WORK REQUIRED: Each record needs to be transcribed word for word, though without its pictures.

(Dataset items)
******************************
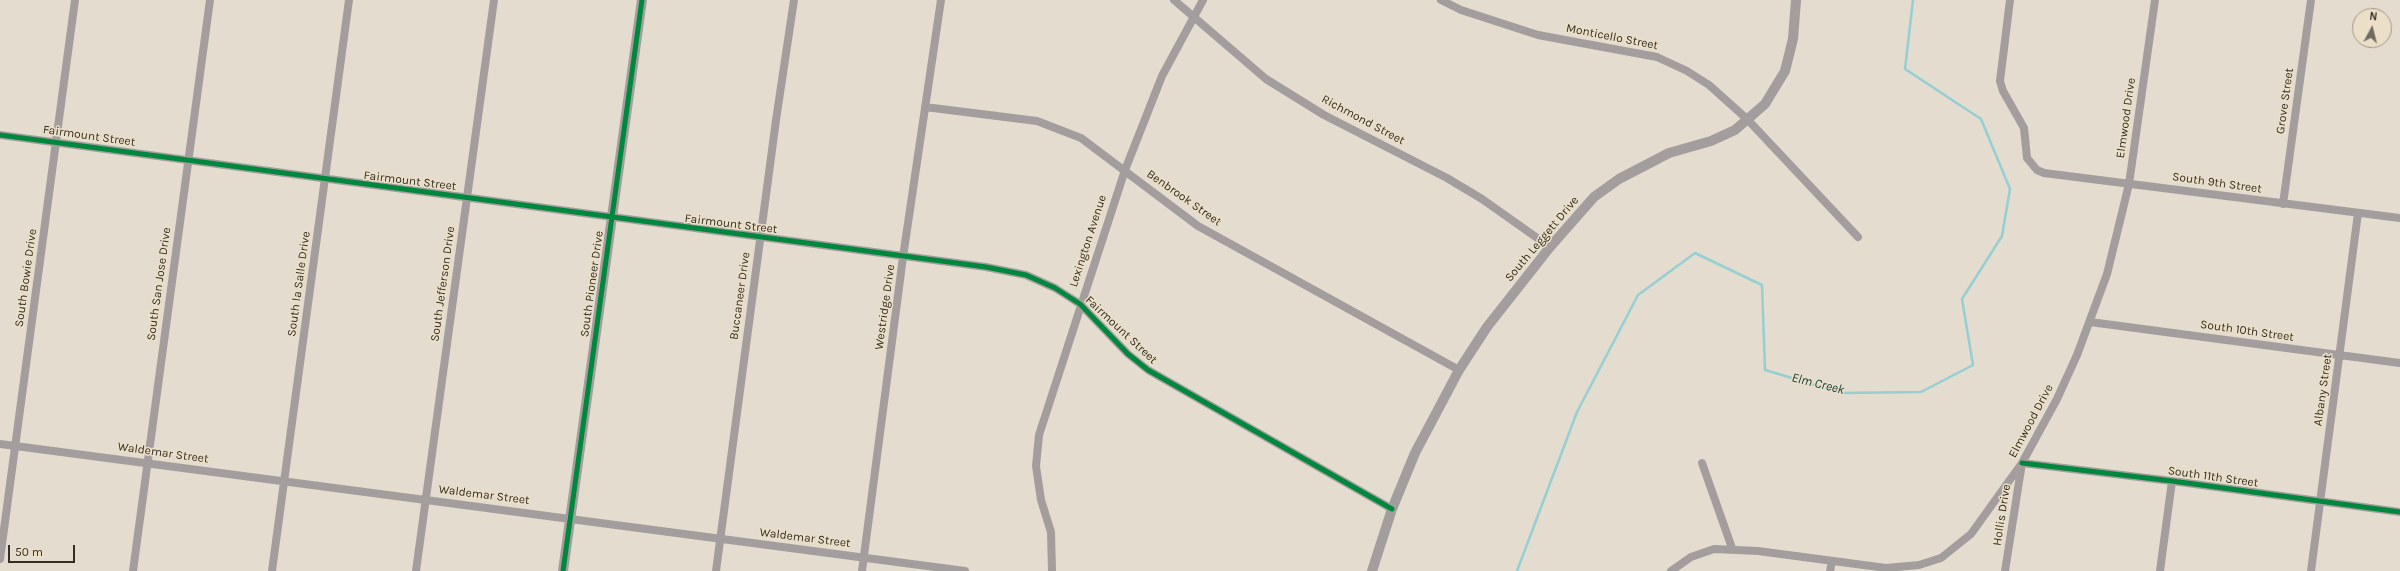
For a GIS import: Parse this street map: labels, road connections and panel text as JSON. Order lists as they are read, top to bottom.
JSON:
{
  "streets": {
    "street": [
      "Monticello Street",
      "Grove Street",
      "Elmwood Drive",
      "Richmond Street",
      "Fairmount Street",
      "South 9th Street",
      "Benbrook Street",
      "South Leggett Drive",
      "Lexington Avenue",
      "South Bowie Drive",
      "South San Jose Drive",
      "South la Salle Drive",
      "South Jefferson Drive",
      "South Pioneer Drive",
      "Buccaneer Drive",
      "Westridge Drive",
      "South 10th Street",
      "Albany Street",
      "Waldemar Street",
      "South 11th Street",
      "Hollis Drive"
    ]
  },
  "crossings": [
    ["Monticello Street", "South Leggett Drive"],
    ["Grove Street", "South 9th Street"],
    ["Elmwood Drive", "South 9th Street"],
    ["Elmwood Drive", "South 10th Street"],
    ["Elmwood Drive", "South 11th Street"],
    ["Elmwood Drive", "Hollis Drive"],
    ["Richmond Street", "South Leggett Drive"],
    ["Richmond Street", "Lexington Avenue"],
    ["Fairmount Street", "South Leggett Drive"],
    ["Fairmount Street", "Lexington Avenue"],
    ["Fairmount Street", "South Bowie Drive"],
    ["Fairmount Street", "South San Jose Drive"],
    ["Fairmount Street", "South la Salle Drive"],
    ["Fairmount Street", "South Jefferson Drive"],
    ["Fairmount Street", "South Pioneer Drive"],
    ["Fairmount Street", "Buccaneer Drive"],
    ["Fairmount Street", "Westridge Drive"],
    ["South 9th Street", "Albany Street"],
    ["Benbrook Street", "South Leggett Drive"],
    ["Benbrook Street", "Lexington Avenue"],
    ["Benbrook Street", "Westridge Drive"],
    ["South Bowie Drive", "Waldemar Street"],
    ["South San Jose Drive", "Waldemar Street"],
    ["South la Salle Drive", "Waldemar Street"],
    ["South Jefferson Drive", "Waldemar Street"],
    ["South Pioneer Drive", "Waldemar Street"],
    ["Buccaneer Drive", "Waldemar Street"],
    ["Westridge Drive", "Waldemar Street"],
    ["South 10th Street", "Albany Street"],
    ["Albany Street", "South 11th Street"],
    ["South 11th Street", "Hollis Drive"]
  ],
  "water": ["Elm Creek"],
  "scale_bar": "50 m",
  "north": "top"
}
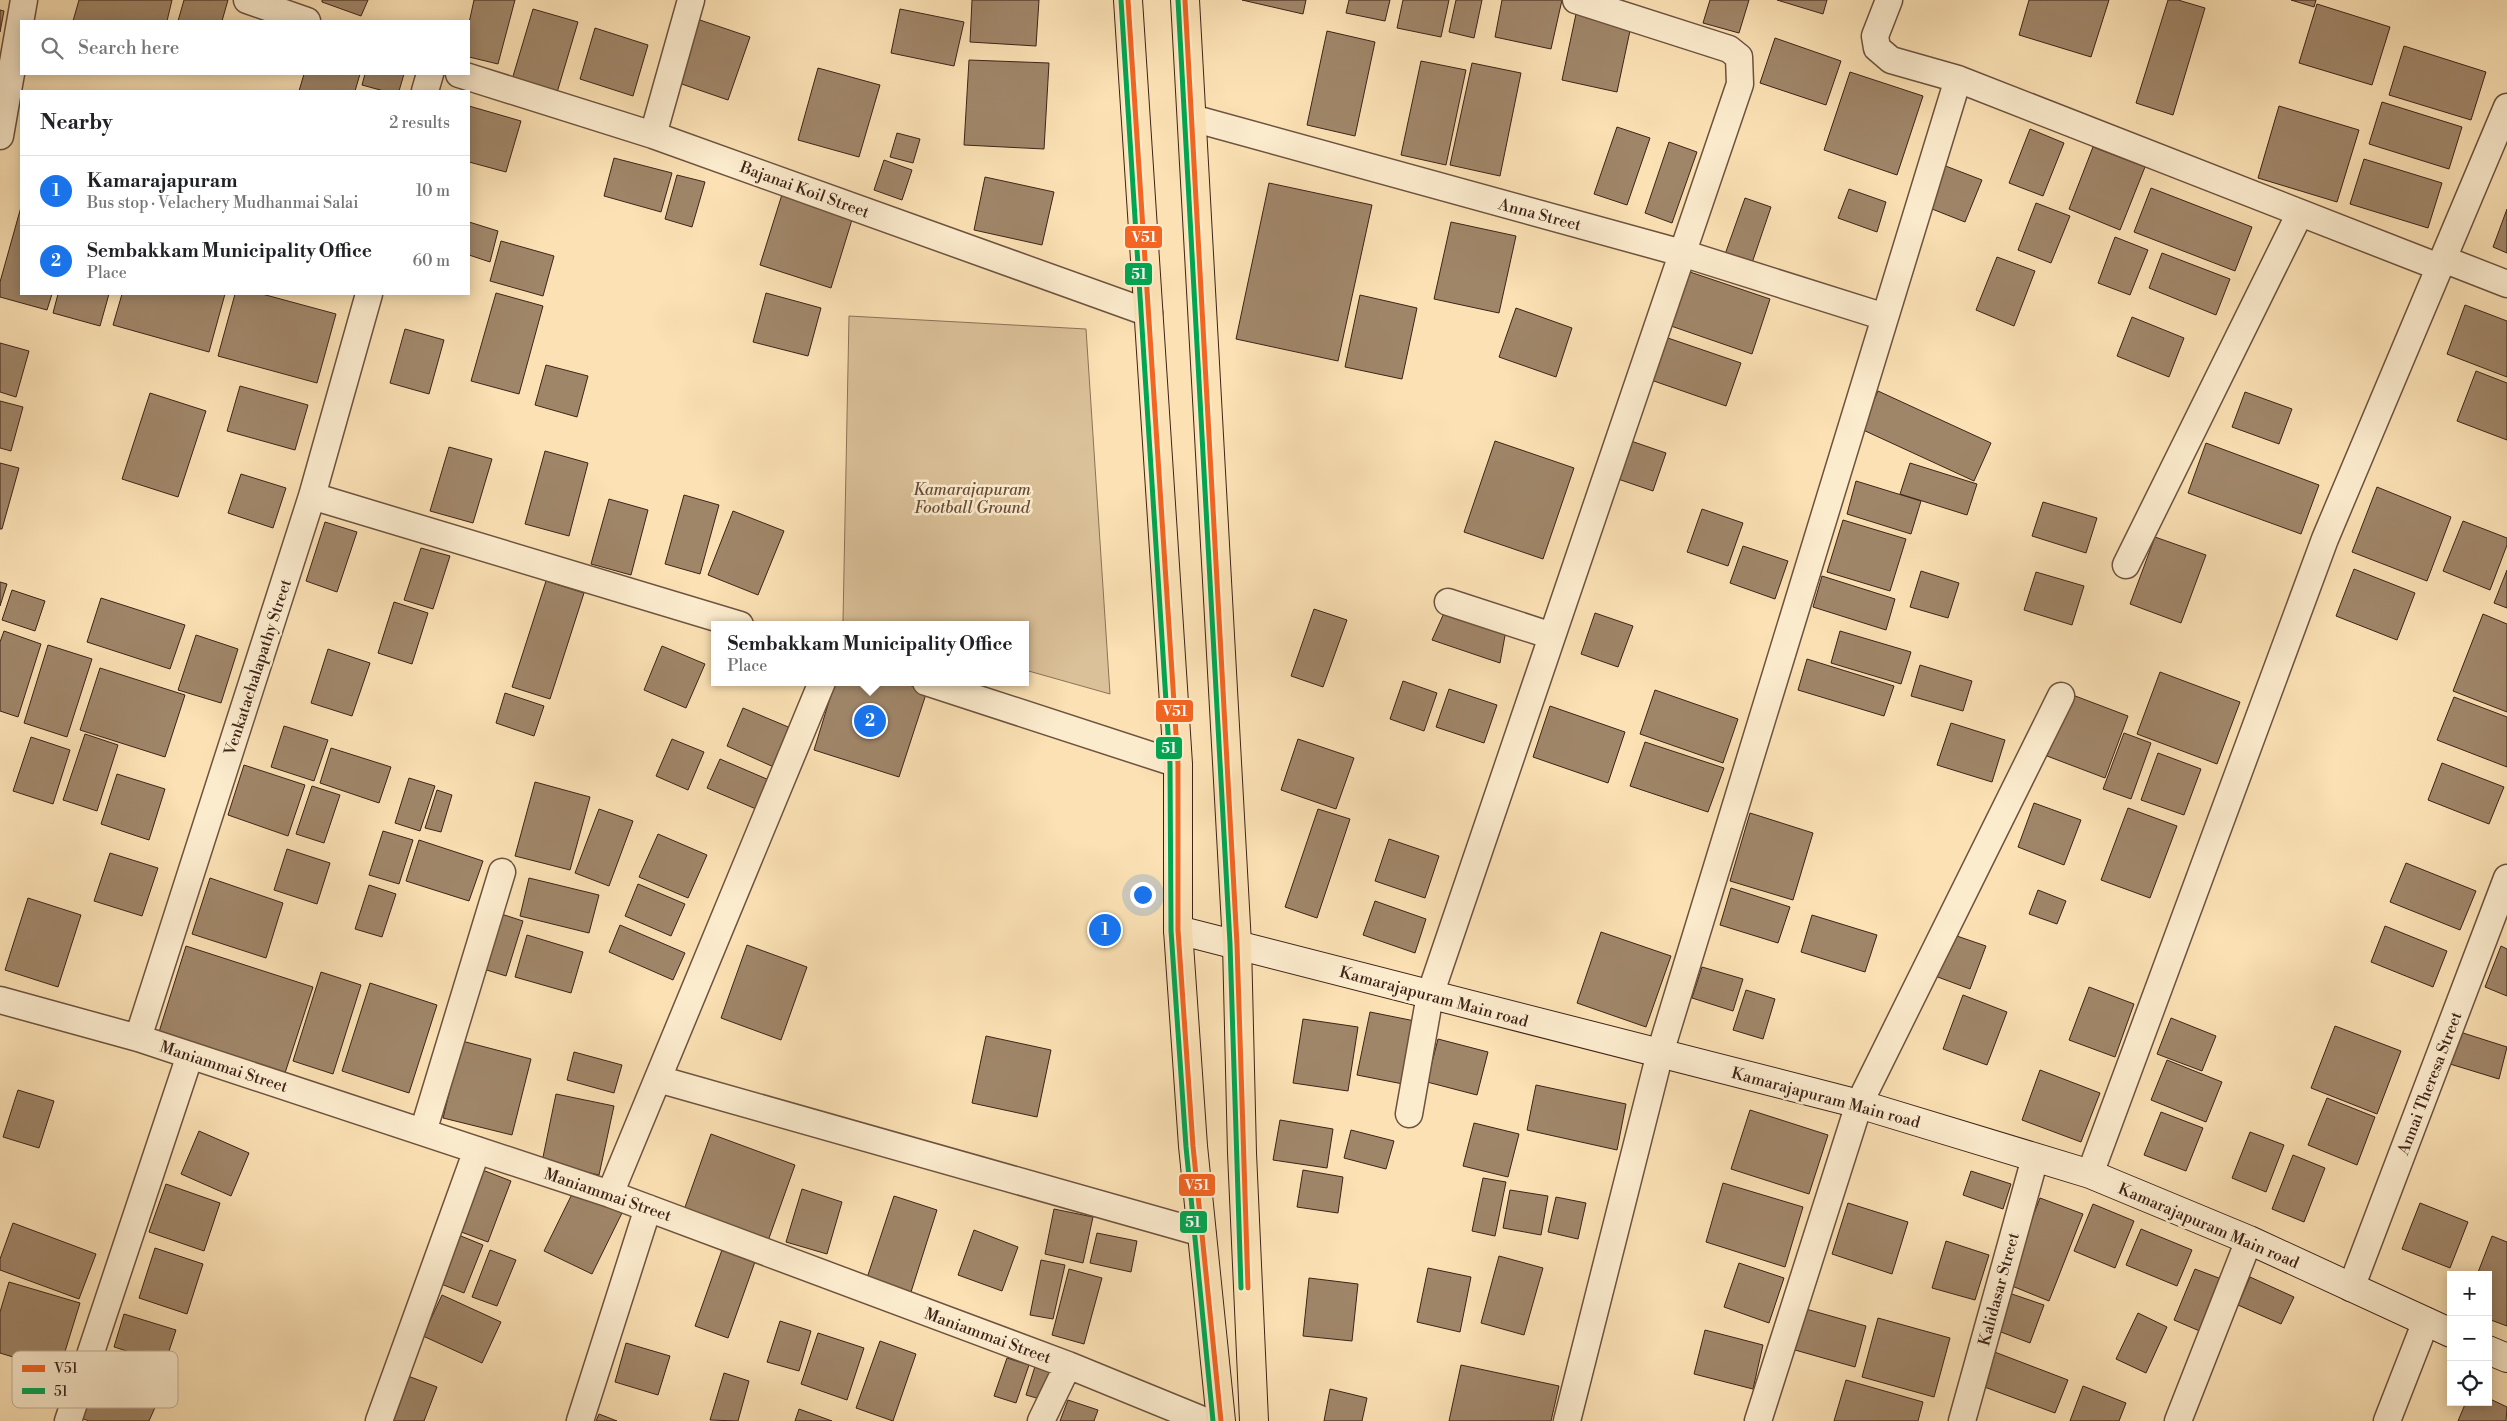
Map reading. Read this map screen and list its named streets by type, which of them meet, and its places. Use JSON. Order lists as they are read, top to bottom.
{
  "streets": {
    "street": [
      "Bajanai Koil Street",
      "Anna Street",
      "Venkatachalapathy Street",
      "Kamarajapuram Main road",
      "Maniammai Street",
      "Annai Theresa Street",
      "Kalidasar Street"
    ]
  },
  "crossings": [
    ["Venkatachalapathy Street", "Maniammai Street"],
    ["Kamarajapuram Main road", "Annai Theresa Street"],
    ["Kamarajapuram Main road", "Kalidasar Street"]
  ],
  "parks": ["Kamarajapuram Football Ground"],
  "lines": ["transit line V51", "transit line 51"],
  "legend": ["V51", "51"],
  "page": {
    "search": "Search here",
    "heading": ["Nearby", "2 results"],
    "list": [
      {
        "mark": "1",
        "name": "Kamarajapuram",
        "note": "Bus stop · Velachery Mudhanmai Salai",
        "value": "10 m"
      },
      {
        "mark": "2",
        "name": "Sembakkam Municipality Office",
        "note": "Place",
        "value": "60 m"
      }
    ],
    "popup": ["Sembakkam Municipality Office", "Place"],
    "pins": ["2", "1"],
    "map_buttons": ["+", "−"]
  }
}
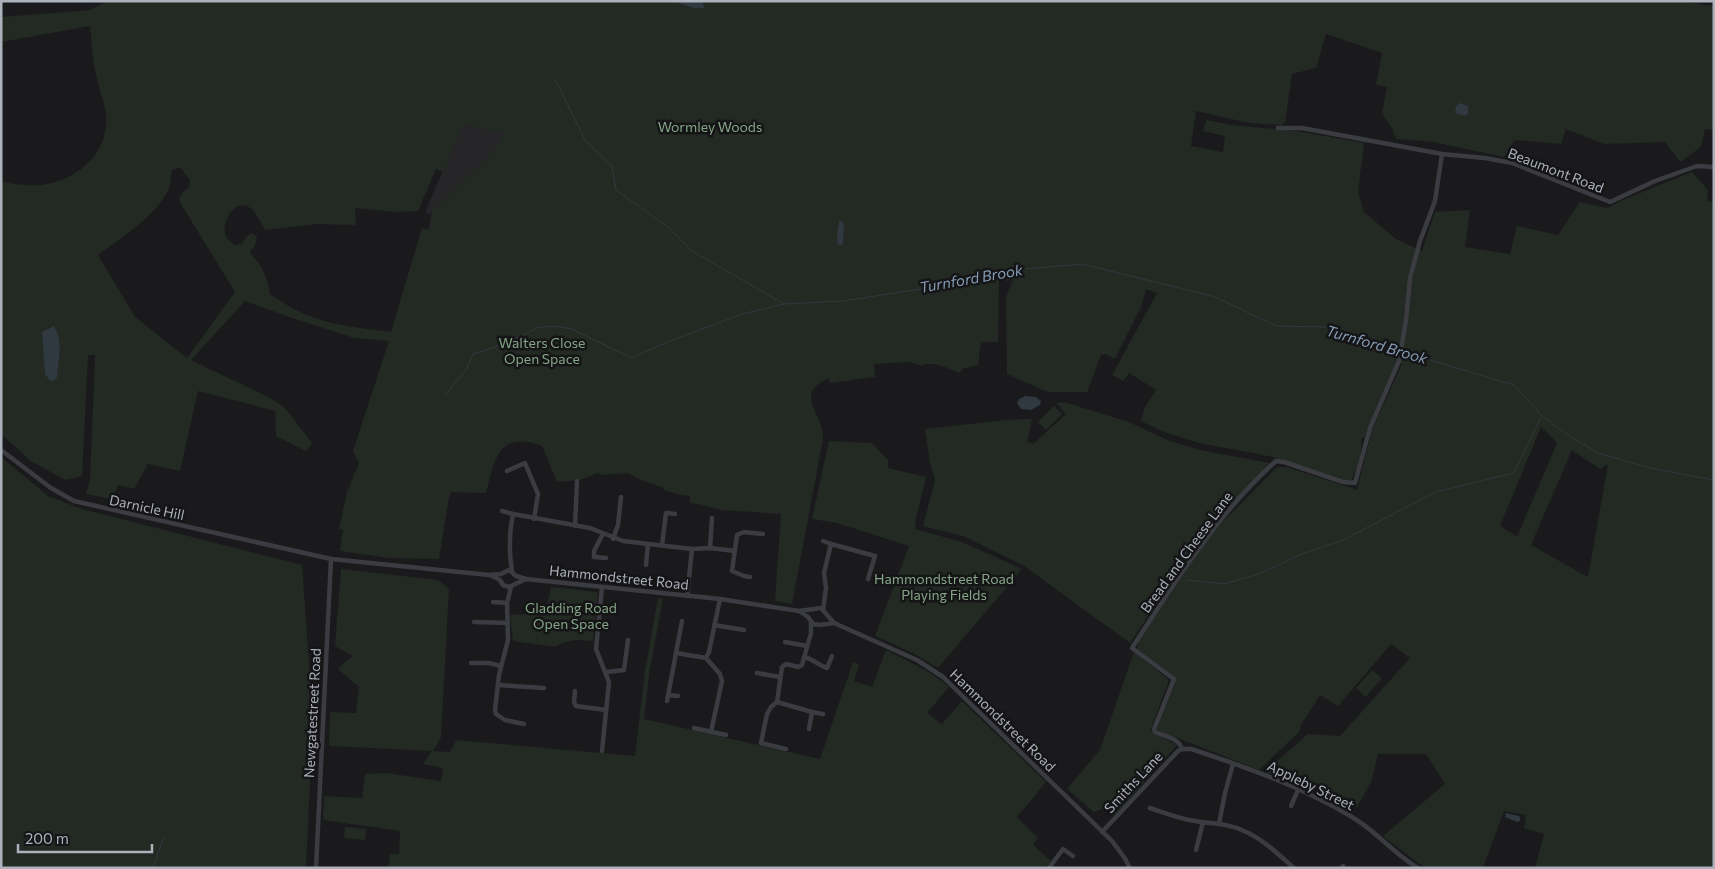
******************************
EXERCISE OUTPUT:
For a GIS import: Parse this street map: labels, road connections and panel text as JSON. Order lists as they are read, top to bottom.
JSON:
{
  "streets": {
    "street": [
      "Monticello Street",
      "Grove Street",
      "Elmwood Drive",
      "Richmond Street",
      "Fairmount Street",
      "South 9th Street",
      "Benbrook Street",
      "South Leggett Drive",
      "Lexington Avenue",
      "South Bowie Drive",
      "South San Jose Drive",
      "South la Salle Drive",
      "South Jefferson Drive",
      "South Pioneer Drive",
      "Buccaneer Drive",
      "Westridge Drive",
      "South 10th Street",
      "Albany Street",
      "Waldemar Street",
      "South 11th Street",
      "Hollis Drive"
    ]
  },
  "crossings": [
    ["Monticello Street", "South Leggett Drive"],
    ["Grove Street", "South 9th Street"],
    ["Elmwood Drive", "South 9th Street"],
    ["Elmwood Drive", "South 10th Street"],
    ["Elmwood Drive", "South 11th Street"],
    ["Elmwood Drive", "Hollis Drive"],
    ["Richmond Street", "South Leggett Drive"],
    ["Richmond Street", "Lexington Avenue"],
    ["Fairmount Street", "South Leggett Drive"],
    ["Fairmount Street", "Lexington Avenue"],
    ["Fairmount Street", "South Bowie Drive"],
    ["Fairmount Street", "South San Jose Drive"],
    ["Fairmount Street", "South la Salle Drive"],
    ["Fairmount Street", "South Jefferson Drive"],
    ["Fairmount Street", "South Pioneer Drive"],
    ["Fairmount Street", "Buccaneer Drive"],
    ["Fairmount Street", "Westridge Drive"],
    ["South 9th Street", "Albany Street"],
    ["Benbrook Street", "South Leggett Drive"],
    ["Benbrook Street", "Lexington Avenue"],
    ["Benbrook Street", "Westridge Drive"],
    ["South Bowie Drive", "Waldemar Street"],
    ["South San Jose Drive", "Waldemar Street"],
    ["South la Salle Drive", "Waldemar Street"],
    ["South Jefferson Drive", "Waldemar Street"],
    ["South Pioneer Drive", "Waldemar Street"],
    ["Buccaneer Drive", "Waldemar Street"],
    ["Westridge Drive", "Waldemar Street"],
    ["South 10th Street", "Albany Street"],
    ["Albany Street", "South 11th Street"],
    ["South 11th Street", "Hollis Drive"]
  ],
  "water": ["Elm Creek"],
  "scale_bar": "50 m",
  "north": "top"
}
Map reading. Read this map screen and list its named streets by type, which of them meet, and its places. Use JSON. Order lists as they are read, top to bottom.
{
  "streets": {
    "street": [
      "Bajanai Koil Street",
      "Anna Street",
      "Venkatachalapathy Street",
      "Kamarajapuram Main road",
      "Maniammai Street",
      "Annai Theresa Street",
      "Kalidasar Street"
    ]
  },
  "crossings": [
    ["Venkatachalapathy Street", "Maniammai Street"],
    ["Kamarajapuram Main road", "Annai Theresa Street"],
    ["Kamarajapuram Main road", "Kalidasar Street"]
  ],
  "parks": ["Kamarajapuram Football Ground"],
  "lines": ["transit line V51", "transit line 51"],
  "legend": ["V51", "51"],
  "page": {
    "search": "Search here",
    "heading": ["Nearby", "2 results"],
    "list": [
      {
        "mark": "1",
        "name": "Kamarajapuram",
        "note": "Bus stop · Velachery Mudhanmai Salai",
        "value": "10 m"
      },
      {
        "mark": "2",
        "name": "Sembakkam Municipality Office",
        "note": "Place",
        "value": "60 m"
      }
    ],
    "popup": ["Sembakkam Municipality Office", "Place"],
    "pins": ["2", "1"],
    "map_buttons": ["+", "−"]
  }
}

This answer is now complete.